When referring to Japanese Americans who were imprisoned because of their country of origin, what is the proper way to discuss it?
The Densho Project is the authority on the WW2 incarceration of Japanese Americans and Executive Order 9066. They have thousands of articles as an Encyclopedia of Japanese American History: An A-to-Z Reference. Densho documents the testimonies of Japanese Americans who were unjustly incarcerated during World War II before their memories are extinguished. We offer these irreplaceable firsthand accounts, coupled with historical images and teacher resources, to explore principles of democracy and promote equal justice for all.

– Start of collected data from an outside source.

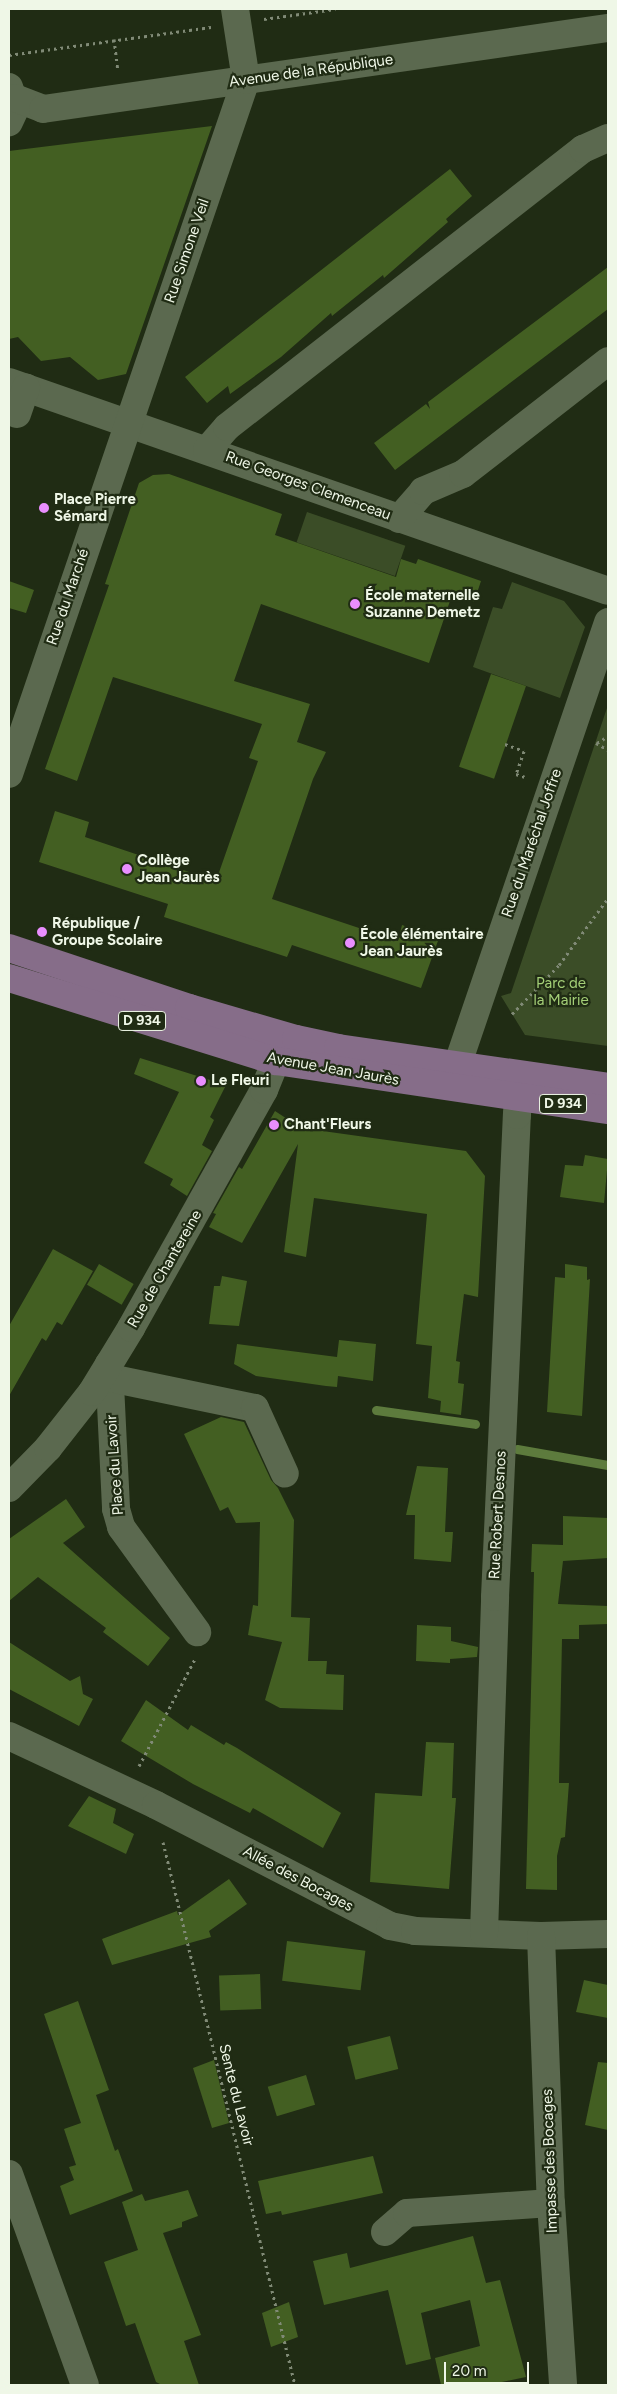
<!DOCTYPE html>
<meta charset="utf-8">
<style>
body{margin:0}
#map{position:relative;width:617px;height:2394px;overflow:hidden;background:#202c14;font-family:Figtree,sans-serif}
div>[style]{position:absolute}
.green>*{inset:0;background:#3b4d27;transform-origin:0 0}
.stream>*{height:9px;margin:-4.5px;padding:0 4.5px;transform-origin:4.5px;border-radius:4.5px;background:#5d7b3d}
.building>*{inset:0;background:#435f22;transform-origin:0 0}
.path>*{height:3px;margin-top:-1.5px;transform-origin:0;background:repeating-linear-gradient(90deg,#808a76 0 2.5px,transparent 0 6.5px)}
.minor>*{height:28px;margin:-14px;padding:0 14px;transform-origin:14px;border-radius:14px;background:#5b694f}
.major>*{height:28px;margin:-14px;padding:0 14px;transform-origin:14px;border-radius:14px;background:#866d89}
.dots>*{width:14px;height:14px;translate:-50% -50%;box-sizing:border-box;border:2px solid #202c14;border-radius:50%}
span{translate:-50% -50%;white-space:nowrap;text-align:center;line-height:1.15;-webkit-text-stroke:4.5px #202c14;paint-order:stroke}
.shield-label span{padding:1px 4px;background:#202c14;border:1px solid;border-radius:4px;-webkit-text-stroke-width:0}
.shield-label{font-size:14px;color:#eff7e7;font-weight:700}
.street-label{font-size:15px;color:#eff7e7}
.poi-label{font-size:15px;color:#eff7e7;font-weight:700}
.left{translate:0 -50%;text-align:left}
.park-label{font-size:15px;color:#a4cf77}
.frame{position:absolute;inset:0;border:10px solid #eff7e7;pointer-events:none}
.scale{position:absolute;left:444px;top:2362px;width:85px;height:22px;box-sizing:border-box;border:2px solid #eff7e7;border-top:0;padding-left:6px;font-size:15px;line-height:18px;white-space:nowrap;color:#eff7e7;-webkit-text-stroke:4px #202c14;paint-order:stroke}
</style>
<div id="map">
<div class="green">
<div style="left:307px;top:512px;width:104px;height:32px;rotate:19deg"></div>
<div style="clip-path:polygon(512px 582px,564px 601px,585px 627px,560px 698px,473px 667px,493px 607px,502px 609px)"></div>
<div style="clip-path:polygon(608px 705px,608px 1046px,525px 1035px,501px 996px,511px 993px)"></div>
</div>
<div class="stream">
<div style="left:376px;top:1410px;width:100px;rotate:8deg"></div>
<div style="left:517px;top:1449px;width:92px;rotate:10deg"></div>
</div>
<div class="building">
<div style="clip-path:polygon(212px 126px,126px 374px,98px 380px,70px 357px,41px 361px,18px 337px,9px 339px,9px 151px)"></div>
<div style="clip-path:polygon(450px 169px,472px 196px,446px 219px,448px 222px,384px 278px,383px 275px,332px 316px,331px 313px,281px 357px,230px 394px,228px 386px,207px 403px,185px 377px)"></div>
<div style="clip-path:polygon(608px 267px,608px 309px,395px 470px,374px 443px,426px 404px,430px 409px,428px 402px)"></div>
<div style="clip-path:polygon(169px 474px,282px 514px,275px 535px,396px 577px,401px 559px,416px 564px,418px 559px,481px 581px,474px 602px,452px 595px,429px 663px,261px 604px,234px 681px,310px 704px,297px 742px,326px 752px,313px 779px,272px 899px,398px 941px,402px 925px,439px 938px,421px 988px,292px 945px,287px 957px,164px 917px,168px 904px,39px 862px,55px 811px,89px 822px,85px 837px,216px 881px,258px 761px,249px 758px,262px 724px,113px 677px,77px 781px,45px 769px,109px 585px,105px 584px,139px 483px,153px 475px)"></div>
<div style="clip-path:polygon(9px 581px,34px 590px,26px 613px,9px 608px)"></div>
<div style="left:491px;top:674px;width:37px;height:98px;rotate:19deg"></div>
<div style="clip-path:polygon(140px 1058px,226px 1085px,210px 1117px,214px 1120px,202px 1145px,212px 1151px,187px 1196px,170px 1185px,173px 1179px,144px 1163px,179px 1092px,134px 1074px)"></div>
<div style="clip-path:polygon(275px 1111px,301px 1128px,466px 1151px,485px 1176px,478px 1297px,464px 1294px,456px 1361px,460px 1362px,458px 1383px,464px 1384px,461px 1415px,440px 1412px,441px 1401px,428px 1398px,432px 1346px,416px 1344px,427px 1214px,314px 1198px,306px 1257px,284px 1252px,298px 1144px,242px 1243px,209px 1227px,216px 1214px,213px 1213px,239px 1167px,242px 1169px)"></div>
<div style="clip-path:polygon(585px 1155px,608px 1159px,604px 1203px,560px 1197px,565px 1165px,583px 1166px)"></div>
<div style="clip-path:polygon(53px 1249px,93px 1271px,62px 1325px,57px 1322px,46px 1341px,42px 1338px,9px 1396px,9px 1326px)"></div>
<div style="left:99px;top:1264px;width:40px;height:24px;rotate:30deg"></div>
<div style="clip-path:polygon(565px 1264px,587px 1267px,587px 1280px,590px 1279px,582px 1416px,547px 1412px,555px 1277px,565px 1278px)"></div>
<div style="clip-path:polygon(222px 1276px,247px 1281px,239px 1326px,209px 1324px,214px 1286px,220px 1286px)"></div>
<div style="clip-path:polygon(339px 1340px,376px 1344px,373px 1381px,338px 1376px,337px 1387px,326px 1386px,256px 1376px,234px 1364px,237px 1344px,337px 1357px)"></div>
<div style="clip-path:polygon(221px 1417px,244px 1422px,271px 1480px,278px 1488px,294px 1520px,291px 1617px,310px 1618px,308px 1661px,327px 1661px,326px 1674px,344px 1675px,343px 1710px,280px 1708px,265px 1700px,282px 1642px,248px 1635px,253px 1605px,258px 1606px,260px 1522px,236px 1523px,228px 1507px,220px 1511px,184px 1434px)"></div>
<div style="clip-path:polygon(417px 1466px,448px 1468px,445px 1532px,453px 1532px,451px 1562px,414px 1559px,415px 1515px,406px 1515px)"></div>
<div style="clip-path:polygon(66px 1499px,85px 1527px,63px 1543px,170px 1638px,148px 1666px,103px 1632px,106px 1628px,38px 1577px,9px 1601px,9px 1539px)"></div>
<div style="clip-path:polygon(563px 1516px,608px 1518px,608px 1558px,563px 1561px,558px 1604px,608px 1606px,608px 1624px,579px 1625px,579px 1639px,562px 1639px,559px 1783px,569px 1783px,565px 1837px,561px 1838px,557px 1856px,557px 1890px,526px 1889px,534px 1572px,531px 1572px,532px 1544px,563px 1545px)"></div>
<div style="clip-path:polygon(417px 1625px,451px 1627px,451px 1641px,478px 1647px,477px 1657px,450px 1659px,450px 1663px,416px 1661px)"></div>
<div style="clip-path:polygon(9px 1642px,70px 1681px,80px 1676px,83px 1694px,93px 1699px,79px 1726px,9px 1689px)"></div>
<div style="clip-path:polygon(146px 1700px,188px 1730px,191px 1725px,224px 1745px,226px 1742px,237px 1748px,341px 1813px,323px 1848px,253px 1808px,250px 1813px,193px 1784px,121px 1741px)"></div>
<div style="clip-path:polygon(426px 1742px,454px 1743px,452px 1798px,456px 1798px,449px 1889px,370px 1882px,375px 1793px,422px 1796px)"></div>
<div style="clip-path:polygon(89px 1796px,116px 1809px,113px 1823px,134px 1834px,126px 1854px,68px 1826px)"></div>
<div style="clip-path:polygon(229px 1879px,247px 1904px,209px 1931px,211px 1937px,112px 1965px,102px 1939px,177px 1911px,178px 1915px)"></div>
<div style="left:287px;top:1941px;width:79px;height:40px;rotate:7deg"></div>
<div style="left:260px;top:1974px;width:35px;height:41px;rotate:88deg"></div>
<div style="clip-path:polygon(584px 1980px,608px 1985px,608px 2018px,576px 2012px)"></div>
<div style="clip-path:polygon(78px 2001px,109px 2090px,96px 2095px,115px 2151px,118px 2149px,133px 2191px,70px 2215px,60px 2186px,74px 2180px,69px 2167px,76px 2165px,64px 2129px,81px 2123px,44px 2014px)"></div>
<div style="left:390px;top:2036px;width:34px;height:44px;rotate:76deg"></div>
<div style="clip-path:polygon(214px 2060px,229px 2123px,212px 2128px,193px 2068px)"></div>
<div style="clip-path:polygon(598px 2062px,608px 2063px,608px 2130px,585px 2125px)"></div>
<div style="left:306px;top:2075px;width:31px;height:40px;rotate:73deg"></div>
<div style="clip-path:polygon(373px 2156px,383px 2193px,282px 2215px,281px 2211px,266px 2214px,258px 2181px)"></div>
<div style="clip-path:polygon(188px 2190px,198px 2216px,182px 2222px,182px 2227px,163px 2233px,201px 2335px,184px 2341px,199px 2385px,162px 2385px,156px 2382px,135px 2323px,126px 2326px,104px 2262px,138px 2250px,122px 2202px,142px 2194px,145px 2201px)"></div>
<div style="clip-path:polygon(473px 2236px,486px 2283px,500px 2280px,526px 2377px,488px 2385px,441px 2385px,435px 2358px,480px 2346px,470px 2300px,421px 2313px,431px 2359px,406px 2365px,388px 2290px,324px 2305px,313px 2261px,347px 2253px,350px 2268px)"></div>
<div style="clip-path:polygon(289px 2302px,298px 2337px,271px 2347px,262px 2313px)"></div>
</div>
<div class="path">
<div style="left:264px;top:19px;width:72px;rotate:-8deg"></div>
<div style="left:114px;top:39px;width:31px;rotate:83deg"></div>
<div style="left:9px;top:55px;width:204px;rotate:-7.9deg"></div>
<div style="left:596px;top:743px;width:14px;rotate:30deg"></div>
<div style="left:597px;top:743px;width:13px;rotate:-32deg"></div>
<div style="left:505px;top:744px;width:20px;rotate:20deg"></div>
<div style="left:524px;top:751px;width:24px;rotate:109deg"></div>
<div style="left:516px;top:774px;width:9px;rotate:18deg"></div>
<div style="left:512px;top:1014px;width:68px;rotate:-46.2deg"></div>
<div style="left:559px;top:965px;width:83px;rotate:-53.8deg"></div>
<div style="left:139px;top:1766px;width:121px;rotate:-62.4deg"></div>
<div style="left:163px;top:1842px;width:559px;rotate:76.34deg"></div>
</div>
<div class="minor">
<div style="left:9px;top:87px;width:21px;rotate:71deg"></div>
<div style="left:16px;top:107px;width:17px;rotate:115deg"></div>
<div style="left:15px;top:98px;width:30px;rotate:21deg"></div>
<div style="left:43px;top:109px;width:571px;rotate:-8.16deg"></div>
<div style="left:9px;top:382px;width:634px;rotate:19.23deg"></div>
<div style="left:17px;top:414px;width:28px;rotate:-71deg"></div>
<div style="left:207px;top:450px;width:30px;rotate:-49deg"></div>
<div style="left:227px;top:427px;width:452px;rotate:-38deg"></div>
<div style="left:583px;top:149px;width:27px;rotate:-24deg"></div>
<div style="left:399px;top:519px;width:37px;rotate:-49deg"></div>
<div style="left:423px;top:491px;width:43px;rotate:-23deg"></div>
<div style="left:463px;top:474px;width:184px;rotate:-37.9deg"></div>
<div style="left:9px;top:774px;width:733px;rotate:-71.15deg"></div>
<div style="left:246px;top:80px;width:72px;rotate:-98.8deg"></div>
<div style="left:457px;top:1066px;width:469px;rotate:-71.2deg"></div>
<div style="left:109px;top:1364px;width:145px;rotate:87.2deg"></div>
<div style="left:116px;top:1509px;width:19px;rotate:74deg"></div>
<div style="left:121px;top:1527px;width:130px;rotate:54.1deg"></div>
<div style="left:110px;top:1378px;width:148px;rotate:11.7deg"></div>
<div style="left:255px;top:1408px;width:72px;rotate:65.6deg"></div>
<div style="left:9px;top:1488px;width:56px;rotate:-45.7deg"></div>
<div style="left:48px;top:1448px;width:71px;rotate:-51.8deg"></div>
<div style="left:92px;top:1392px;width:75px;rotate:-58.6deg"></div>
<div style="left:131px;top:1328px;width:273px;rotate:-60.8deg"></div>
<div style="left:264px;top:1090px;width:31px;rotate:-68deg"></div>
<div style="left:276px;top:1061px;width:24px;rotate:-109deg"></div>
<div style="left:9px;top:1736px;width:162px;rotate:25.1deg"></div>
<div style="left:156px;top:1805px;width:263px;rotate:27.3deg"></div>
<div style="left:390px;top:1926px;width:25px;rotate:11deg"></div>
<div style="left:415px;top:1931px;width:126px;rotate:2.3deg"></div>
<div style="left:541px;top:1936px;width:67px;rotate:-1.7deg"></div>
<div style="left:484px;top:1933px;width:336px;rotate:-88.1deg"></div>
<div style="left:495px;top:1597px;width:483px;rotate:-87.4deg"></div>
<div style="left:517px;top:1115px;width:17px;rotate:-87deg"></div>
<div style="left:518px;top:1098px;width:21px;rotate:-35deg"></div>
<div style="left:535px;top:1086px;width:5px;rotate:11deg"></div>
<div style="left:541px;top:1936px;width:267px;rotate:87.9deg"></div>
<div style="left:551px;top:2203px;width:182px;rotate:86.2deg"></div>
<div style="left:9px;top:2174px;width:224px;rotate:70.2deg"></div>
<div style="left:385px;top:2232px;width:29px;rotate:-41deg"></div>
<div style="left:407px;top:2213px;width:144px;rotate:-4deg"></div>
</div>
<div class="major">
<div style="left:9px;top:948px;width:190px;rotate:18.4deg"></div>
<div style="left:189px;top:1008px;width:111px;rotate:16.2deg"></div>
<div style="left:296px;top:1039px;width:43px;rotate:12.1deg"></div>
<div style="left:338px;top:1048px;width:273px;rotate:8.2deg"></div>
<div style="left:9px;top:978px;width:280px;rotate:17.3deg"></div>
<div style="left:276px;top:1061px;width:336px;rotate:8.4deg"></div>
</div>
<div class="dots">
<div style="left:44px;top:508px;background:#e98efe"></div>
<div style="left:355px;top:604px;background:#e98efe"></div>
<div style="left:127px;top:869px;background:#e98efe"></div>
<div style="left:42px;top:932px;background:#e98efe"></div>
<div style="left:350px;top:943px;background:#e98efe"></div>
<div style="left:201px;top:1081px;background:#e98efe"></div>
<div style="left:274px;top:1125px;background:#e98efe"></div>
</div>
<div class="shield-label">
<span style="left:142px;top:1021px">D 934</span>
<span style="left:563px;top:1104px">D 934</span>
</div>
<div class="street-label">
<span style="left:311px;top:71px;rotate:-8deg">Avenue de la République</span>
<span style="left:187px;top:251px;rotate:-71deg">Rue Simone Veil</span>
<span style="left:308px;top:486px;rotate:20deg">Rue Georges Clemenceau</span>
<span style="left:68px;top:597px;rotate:-71deg">Rue du Marché</span>
<span style="left:532px;top:843px;rotate:-71deg">Rue du Maréchal Joffre</span>
<span style="left:333px;top:1069px;rotate:10deg">Avenue Jean Jaurès</span>
<span style="left:165px;top:1269px;rotate:-60deg">Rue de Chantereine</span>
<span style="left:115px;top:1465px;rotate:-94deg">Place du Lavoir</span>
<span style="left:498px;top:1515px;rotate:-87deg">Rue Robert Desnos</span>
<span style="left:298px;top:1879px;rotate:28deg">Allée des Bocages</span>
<span style="left:236px;top:2095px;rotate:76deg">Sente du Lavoir</span>
<span style="left:550px;top:2161px;rotate:-92deg">Impasse des Bocages</span>
</div>
<div class="poi-label">
<span class="left" style="left:54px;top:508px">Place Pierre<br>Sémard</span>
<span class="left" style="left:365px;top:604px">École maternelle<br>Suzanne Demetz</span>
<span class="left" style="left:137px;top:869px">Collège<br>Jean Jaurès</span>
<span class="left" style="left:52px;top:932px">République /<br>Groupe Scolaire</span>
<span class="left" style="left:360px;top:943px">École élémentaire<br>Jean Jaurès</span>
<span class="left" style="left:211px;top:1081px">Le Fleuri</span>
<span class="left" style="left:284px;top:1125px">Chant'Fleurs</span>
</div>
<div class="park-label">
<span style="left:561px;top:992px">Parc de<br>la Mairie</span>
</div>
<div class="frame"></div>
<div class="scale">20 m</div>
</div>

Densho is a Japanese term meaning “to pass on to the next generation,” or to leave a legacy.
They have hundreds of interviews, teaching plans, articles, videos and even a podcast.
Campu weaves together the voices of survivors to spin narratives out of the seemingly mundane things that gave shape to the incarceration experience: rocks, fences, food, paper. Follow along as hosts Hana and Noah Maruyama move far beyond the standard Japanese American incarceration 101 and into more intimate and lesser-known corners of this history. Campu tells the story of Japanese American incarceration like you’ve never heard it before.
Order 9066 chronicles the history of this incarceration through vivid, first-person accounts of those who lived through it. The series explores how this shocking violation of American democracy came to pass, and its legacy in the present.
President Franklin D. Roosevelt signed Executive Order 9066 just months after Japan bombed Pearl Harbor. Some 120,000 people of Japanese ancestry were forced from their homes on the West Coast and sent to one of ten “relocation” camps, where they were imprisoned behind barbed wire for the length of the war. Two-thirds of them were American citizens.